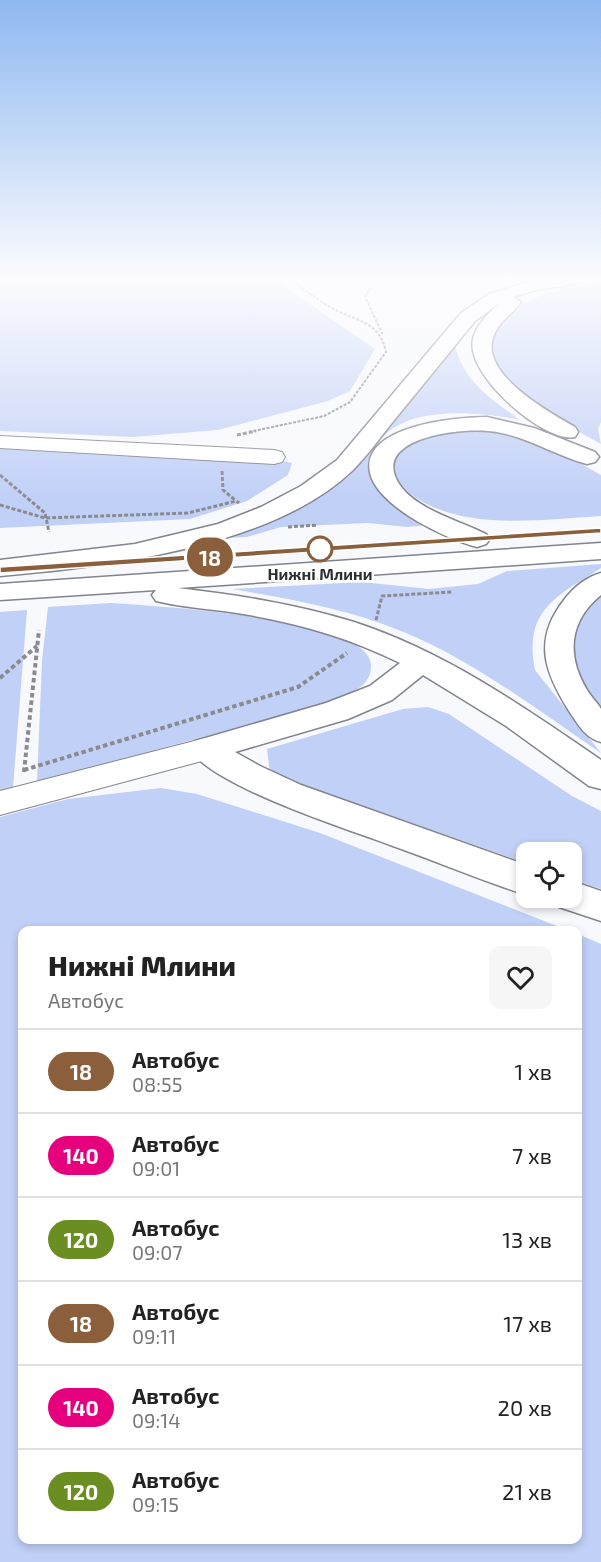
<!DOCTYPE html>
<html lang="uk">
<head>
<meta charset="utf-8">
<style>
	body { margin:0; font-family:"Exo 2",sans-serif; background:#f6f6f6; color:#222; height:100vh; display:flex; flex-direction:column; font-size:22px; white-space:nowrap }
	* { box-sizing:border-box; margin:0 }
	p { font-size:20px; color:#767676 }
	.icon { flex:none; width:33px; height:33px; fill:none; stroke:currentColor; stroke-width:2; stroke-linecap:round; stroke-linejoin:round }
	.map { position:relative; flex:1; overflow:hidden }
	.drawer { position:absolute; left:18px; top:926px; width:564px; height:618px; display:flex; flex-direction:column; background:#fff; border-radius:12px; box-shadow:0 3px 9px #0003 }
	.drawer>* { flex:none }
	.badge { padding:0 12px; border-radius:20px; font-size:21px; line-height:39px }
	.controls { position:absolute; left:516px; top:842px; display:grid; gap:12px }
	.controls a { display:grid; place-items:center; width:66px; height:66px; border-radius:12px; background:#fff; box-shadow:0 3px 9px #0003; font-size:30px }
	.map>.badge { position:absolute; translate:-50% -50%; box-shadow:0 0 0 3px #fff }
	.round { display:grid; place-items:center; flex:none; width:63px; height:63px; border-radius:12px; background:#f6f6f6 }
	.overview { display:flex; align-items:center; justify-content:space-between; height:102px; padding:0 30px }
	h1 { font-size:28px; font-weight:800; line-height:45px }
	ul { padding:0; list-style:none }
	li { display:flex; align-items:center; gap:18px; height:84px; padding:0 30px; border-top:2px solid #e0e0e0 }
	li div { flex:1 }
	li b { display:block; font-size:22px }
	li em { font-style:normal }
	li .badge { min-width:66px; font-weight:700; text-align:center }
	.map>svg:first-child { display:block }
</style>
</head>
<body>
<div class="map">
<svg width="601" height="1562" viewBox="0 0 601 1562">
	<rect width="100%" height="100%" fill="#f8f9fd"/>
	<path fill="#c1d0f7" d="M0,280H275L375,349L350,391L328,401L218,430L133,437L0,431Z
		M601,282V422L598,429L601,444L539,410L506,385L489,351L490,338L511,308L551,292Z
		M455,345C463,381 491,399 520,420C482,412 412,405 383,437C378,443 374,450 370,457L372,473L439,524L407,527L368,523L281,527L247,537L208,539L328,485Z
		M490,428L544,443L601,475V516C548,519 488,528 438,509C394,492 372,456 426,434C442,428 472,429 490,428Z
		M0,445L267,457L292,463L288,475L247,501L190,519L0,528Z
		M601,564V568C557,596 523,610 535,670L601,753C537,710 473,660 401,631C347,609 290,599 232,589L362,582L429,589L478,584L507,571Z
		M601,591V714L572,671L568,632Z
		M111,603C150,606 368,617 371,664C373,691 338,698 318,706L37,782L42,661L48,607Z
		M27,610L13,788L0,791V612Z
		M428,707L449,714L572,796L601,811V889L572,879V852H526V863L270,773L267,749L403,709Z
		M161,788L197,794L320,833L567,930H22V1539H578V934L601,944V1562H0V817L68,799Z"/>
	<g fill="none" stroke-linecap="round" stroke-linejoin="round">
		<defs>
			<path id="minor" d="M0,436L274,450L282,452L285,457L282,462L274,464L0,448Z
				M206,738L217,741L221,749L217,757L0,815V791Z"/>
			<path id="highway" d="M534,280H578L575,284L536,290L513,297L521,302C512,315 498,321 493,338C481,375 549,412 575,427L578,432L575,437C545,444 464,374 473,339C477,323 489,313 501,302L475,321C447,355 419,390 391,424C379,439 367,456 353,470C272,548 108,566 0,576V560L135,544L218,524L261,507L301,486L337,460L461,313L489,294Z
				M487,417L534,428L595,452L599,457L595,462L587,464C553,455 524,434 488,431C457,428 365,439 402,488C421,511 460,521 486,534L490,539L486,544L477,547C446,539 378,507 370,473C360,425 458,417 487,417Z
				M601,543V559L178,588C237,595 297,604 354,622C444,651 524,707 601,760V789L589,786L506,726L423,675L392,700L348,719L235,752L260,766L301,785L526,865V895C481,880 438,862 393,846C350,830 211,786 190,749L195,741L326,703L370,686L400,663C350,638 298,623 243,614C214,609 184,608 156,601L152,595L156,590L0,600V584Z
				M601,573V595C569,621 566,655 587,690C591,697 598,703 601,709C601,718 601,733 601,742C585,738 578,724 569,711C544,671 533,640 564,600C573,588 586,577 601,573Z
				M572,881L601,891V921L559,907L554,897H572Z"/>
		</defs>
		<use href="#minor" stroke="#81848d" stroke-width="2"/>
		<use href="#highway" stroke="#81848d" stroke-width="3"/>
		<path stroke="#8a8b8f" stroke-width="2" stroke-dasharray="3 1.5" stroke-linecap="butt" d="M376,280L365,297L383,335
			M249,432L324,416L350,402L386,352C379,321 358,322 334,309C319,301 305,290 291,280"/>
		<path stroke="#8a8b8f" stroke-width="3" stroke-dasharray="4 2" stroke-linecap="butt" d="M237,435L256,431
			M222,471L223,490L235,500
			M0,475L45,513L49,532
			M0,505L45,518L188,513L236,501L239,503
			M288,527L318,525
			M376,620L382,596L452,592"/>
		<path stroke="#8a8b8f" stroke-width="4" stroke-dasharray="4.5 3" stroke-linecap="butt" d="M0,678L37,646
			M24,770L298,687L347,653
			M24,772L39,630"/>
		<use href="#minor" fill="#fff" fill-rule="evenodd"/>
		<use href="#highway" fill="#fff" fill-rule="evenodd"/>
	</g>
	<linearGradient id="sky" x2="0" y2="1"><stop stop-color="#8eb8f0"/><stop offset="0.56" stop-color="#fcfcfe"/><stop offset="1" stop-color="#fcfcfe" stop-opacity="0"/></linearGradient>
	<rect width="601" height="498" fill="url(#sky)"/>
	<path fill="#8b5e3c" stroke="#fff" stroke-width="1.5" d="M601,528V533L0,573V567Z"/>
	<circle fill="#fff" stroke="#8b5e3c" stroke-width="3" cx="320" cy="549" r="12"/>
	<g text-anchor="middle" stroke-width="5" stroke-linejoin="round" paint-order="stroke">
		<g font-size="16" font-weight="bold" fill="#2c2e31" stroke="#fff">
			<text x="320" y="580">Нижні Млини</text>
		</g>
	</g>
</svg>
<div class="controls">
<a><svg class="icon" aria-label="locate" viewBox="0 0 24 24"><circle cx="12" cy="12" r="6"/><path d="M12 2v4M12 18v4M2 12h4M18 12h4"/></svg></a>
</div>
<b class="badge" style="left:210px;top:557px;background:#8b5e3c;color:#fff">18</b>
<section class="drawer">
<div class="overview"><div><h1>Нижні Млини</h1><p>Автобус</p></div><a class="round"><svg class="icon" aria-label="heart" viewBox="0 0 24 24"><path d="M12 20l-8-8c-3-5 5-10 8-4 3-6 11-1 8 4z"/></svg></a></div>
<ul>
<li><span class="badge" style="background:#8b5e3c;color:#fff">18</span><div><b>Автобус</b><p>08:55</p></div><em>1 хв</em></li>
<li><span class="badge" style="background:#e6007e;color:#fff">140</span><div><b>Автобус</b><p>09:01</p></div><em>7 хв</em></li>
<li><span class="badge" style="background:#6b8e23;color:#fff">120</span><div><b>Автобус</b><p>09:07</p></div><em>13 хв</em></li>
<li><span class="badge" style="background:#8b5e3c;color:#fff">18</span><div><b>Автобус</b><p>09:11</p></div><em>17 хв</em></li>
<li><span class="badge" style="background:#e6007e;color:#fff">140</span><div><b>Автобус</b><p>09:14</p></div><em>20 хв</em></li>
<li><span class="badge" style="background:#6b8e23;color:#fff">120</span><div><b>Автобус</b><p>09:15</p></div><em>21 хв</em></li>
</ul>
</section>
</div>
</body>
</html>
◆ ◆ ◆ ◆ ◆
*Exercise objective*:
Would you copy each line of the records that contains "controls"?

*Exercise output*:
	.controls { position:absolute; left:516px; top:842px; display:grid; gap:12px }
	.controls a { display:grid; place-items:center; width:66px; height:66px; border-radius:12px; background:#fff; box-shadow:0 3px 9px #0003; font-size:30px }
<div class="controls">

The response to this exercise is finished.